For all of Biden's talk of bipartisanship, Democrats now had the power to move their top priority without a single Republican vote. It was the same situation as 2009, when the Obama administration rushed to pass a relief package during his first month in office. Back then Democrats lowered the size of the plan to garner some Republican support, a decision many of them came to regret during the slow recovery that followed.
This time would be different. From the outset, the common goal among Biden's team was to go big -- even if that meant going it alone.
At $1.9 trillion, the American Rescue Plan is second only in size to last year's $2.2 trillion CARES Act. When it was first unveiled to the public on January 14, the assumption among Republicans and even some Democrats was that Biden's nearly $2 trillion moonshot was an opening offer, a place to start negotiations that would inevitably lead to a smaller price tag.
But there would be no negotiating from Biden's team. That was the number, and while there was room to bargain over marginal side items, the topline wasn't moving.
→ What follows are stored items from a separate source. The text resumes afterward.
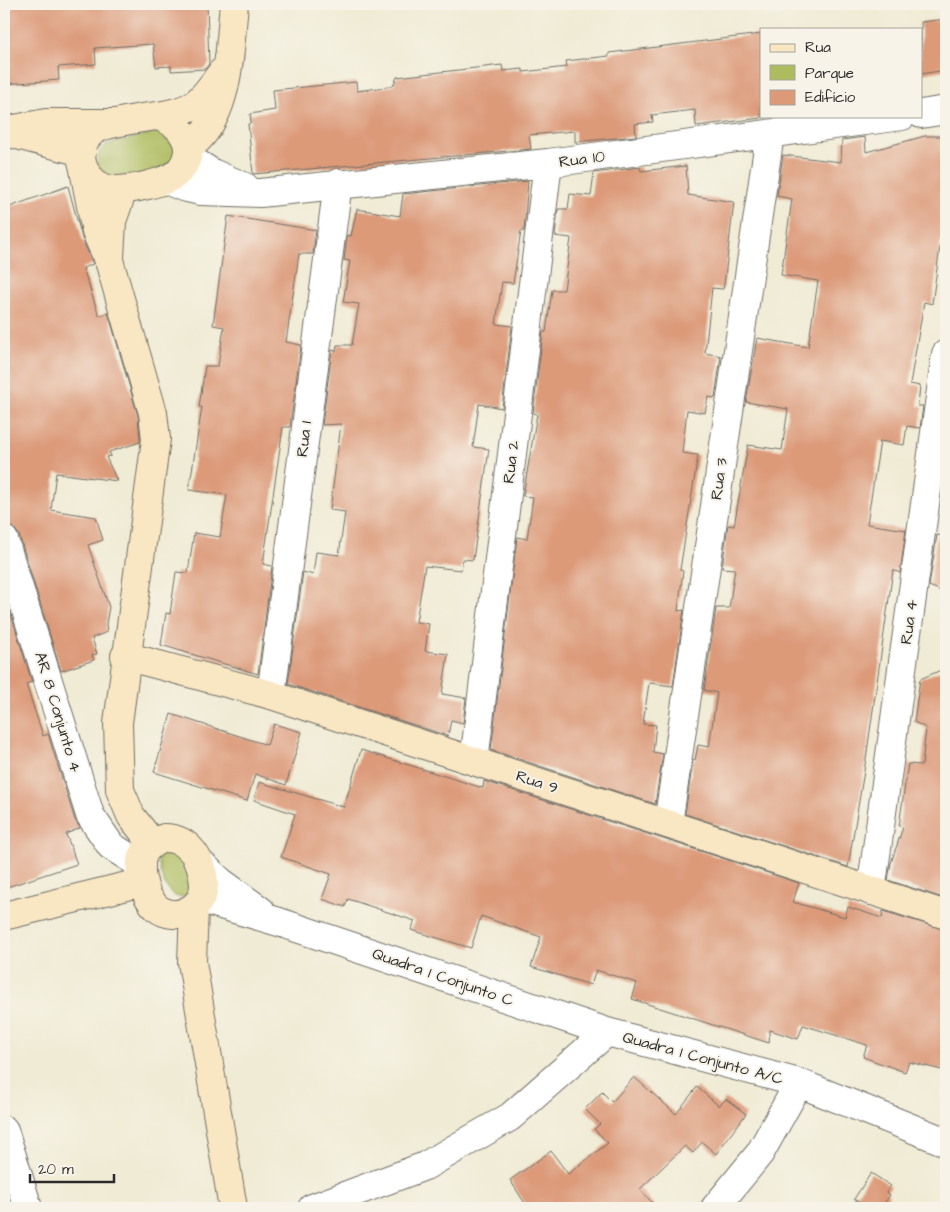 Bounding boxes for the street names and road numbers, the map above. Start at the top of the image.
street label: Rua 10 [558,145,606,173]
street label: Rua 1 [291,420,317,458]
street label: Rua 2 [497,439,525,485]
street label: Rua 3 [705,457,733,501]
street label: Rua 4 [895,598,923,646]
street label: AR 8 Conjunto 4 [29,649,87,775]
street label: Rua 9 [513,765,561,799]
street label: Quadra 1 Conjunto C [369,942,517,1012]
street label: Quadra 1 Conjunto A/C [620,1026,786,1090]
This story is based on interviews with more than two dozen officials from the White House, Capitol Hill and outside interest groups who worked directly with the campaign and transition on Biden's cornerstone legislative proposal. CNN also spoke to Republican lawmakers and aides who remain agog at the size of the package and the speed with which Biden has pushed it along. (...)
Building the bill
The meetings began in November, not long after the election was called for Biden. Even before the President-elect's transition officially kicked into gear, Biden's top advisers, many of whom would get jobs in the White House, gathered daily -- and always virtually -- to hash out what they knew would become the single most prominent marker of their accomplishments in their first 100 days in office.
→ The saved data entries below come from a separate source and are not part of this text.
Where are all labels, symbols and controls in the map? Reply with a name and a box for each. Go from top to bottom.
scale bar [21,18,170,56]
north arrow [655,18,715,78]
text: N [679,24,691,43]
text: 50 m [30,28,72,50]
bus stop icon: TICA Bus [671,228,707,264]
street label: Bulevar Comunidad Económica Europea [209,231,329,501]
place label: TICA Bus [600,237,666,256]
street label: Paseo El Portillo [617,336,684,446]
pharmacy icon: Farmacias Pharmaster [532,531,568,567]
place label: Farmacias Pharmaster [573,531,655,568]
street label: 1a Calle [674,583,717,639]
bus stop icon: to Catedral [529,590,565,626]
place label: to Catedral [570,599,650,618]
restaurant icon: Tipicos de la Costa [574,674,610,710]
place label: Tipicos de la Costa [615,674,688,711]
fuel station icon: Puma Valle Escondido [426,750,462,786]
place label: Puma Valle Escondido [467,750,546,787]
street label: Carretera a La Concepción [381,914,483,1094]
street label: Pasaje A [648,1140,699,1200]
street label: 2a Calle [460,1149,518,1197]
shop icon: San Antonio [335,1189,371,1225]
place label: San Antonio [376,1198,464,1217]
From the start, they took a unique approach.
Often, when spending bills are crafted, the topline number is settled on first as lawmakers and officials figure out what is possible and work down from there. But Biden's team says it started at the bottom and built up. The $1.9 trillion figure wasn't nailed down until the days before its public release, advisers say.
As they went, the goal was two-fold -- fund everything needed to end the pandemic, while also doling out enough money to float struggling Americans until things got back to normal. The proposal includes $160 billion for vaccine distribution and testing, $130 billion for K-12 schools, and $350 billion for state and local governments. It also contains hundreds of billions more in aid to families, including $1,400 in direct monthly payments, expanded nutrition assistance programs, extensions of emergency unemployment programs, and big expansions of the Child Tax and Earned income Tax Credits, boosting the benefits to a level some economists project could cut child poverty in half.
As the plan came together, administration officials said one priority remained clear: Biden didn't want just a short-term infusion of stimulus, with patches and temporary extensions to various aid provisions to keep the economy afloat for a few months -- he wanted to lock in long-term aid and investment. Enough money not just to pull the US out of the pandemic, but to give it the fuel for a massive future expansion.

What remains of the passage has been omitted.